Bitcoin solved the wrong problem

It often happens that when you set out to solve a specific problem, you accidentally end up solving an adjacent problem instead. So it is that chemists trying to invent a new refrigerant accidentally discovered polytetrafluoroethylene (PTFE), which we commonly know as Teflon, the trademarked non-stick coating on frying pans.

I'm going to argue that Bitcoin has also accidentally ended up solving a different problem to the one originally stated. It's quite a good solution to the adjacent problem, but the mass adoption of blockchain technologies has left us with a blind spot.
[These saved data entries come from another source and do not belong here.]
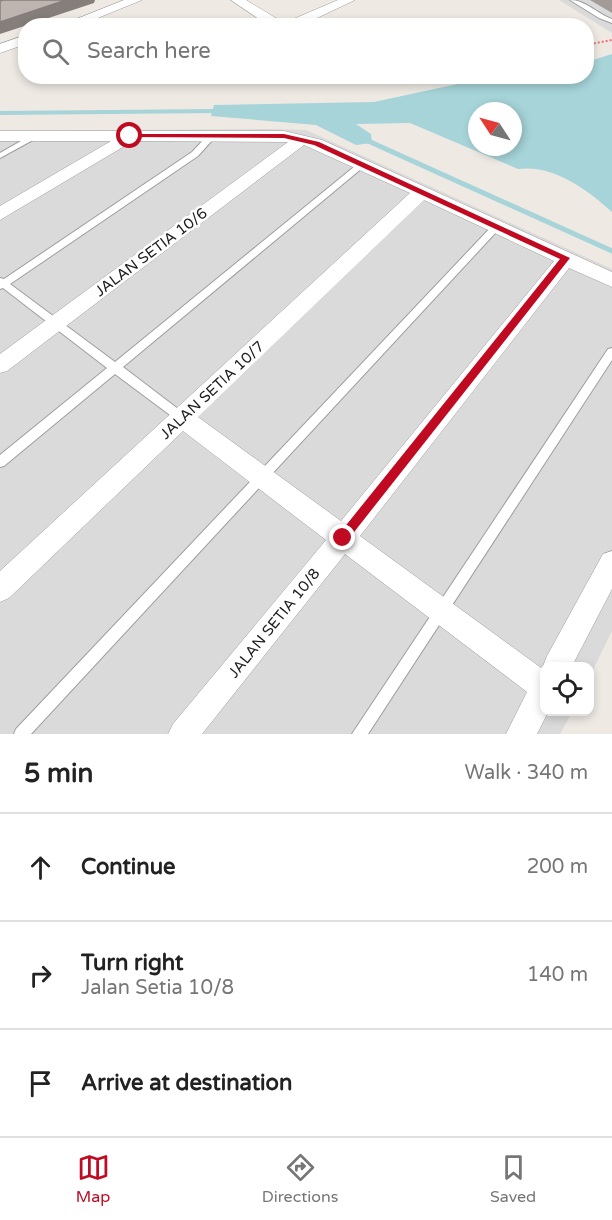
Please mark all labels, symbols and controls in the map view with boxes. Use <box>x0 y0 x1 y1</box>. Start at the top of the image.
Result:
search box <box>18 18 594 84</box>
icon: search <box>39 35 72 68</box>
text: Search here <box>87 38 211 64</box>
north arrow <box>468 102 522 156</box>
route start <box>116 122 142 148</box>
street label: JALAN SETIA 10/6 <box>91 204 211 300</box>
street label: JALAN SETIA 10/7 <box>156 337 268 443</box>
route end <box>329 524 355 550</box>
street label: JALAN SETIA 10/8 <box>224 565 324 681</box>
map controls <box>540 662 594 716</box>
button: locate <box>540 662 594 716</box>
text: 5 min <box>24 758 93 789</box>
text: Walk · 340 m <box>465 761 588 785</box>
icon: ahead <box>24 851 57 884</box>
text: Continue <box>81 854 176 880</box>
text: 200 m <box>527 855 588 879</box>
text: Turn right <box>81 950 183 976</box>
icon: right <box>24 959 57 992</box>
text: 140 m <box>527 963 588 987</box>
text: Jalan Setia 10/8 <box>81 976 234 1000</box>
icon: arrive <box>24 1067 57 1100</box>
text: Arrive at destination <box>81 1070 292 1096</box>
tab: Map <box>76 1151 110 1207</box>
tab: Directions <box>262 1151 338 1207</box>
tab: Saved <box>490 1151 536 1207</box>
What was perhaps a small issue sixteen years ago has grown to be a economic and political wrecking ball that we barely notice, despite the damage it does to each and every one of us. Bitcoin could have been the solution - but instead it has become a distraction and a convenient cover for the real villains of the piece.

So let's step back. In 2008 the Bitcoin white paper appeared, proposing a "system for electronic transactions without relying on trust". The core concept was that by eliminating the dependency on a third party (a bank) to establish trust, payments could be sent directly from one party to another without relying on a financial institution. An effective digital cash system would provide freedom for people to manage their money without intervention from governments and costly fees and oversight by banks. That was the goal.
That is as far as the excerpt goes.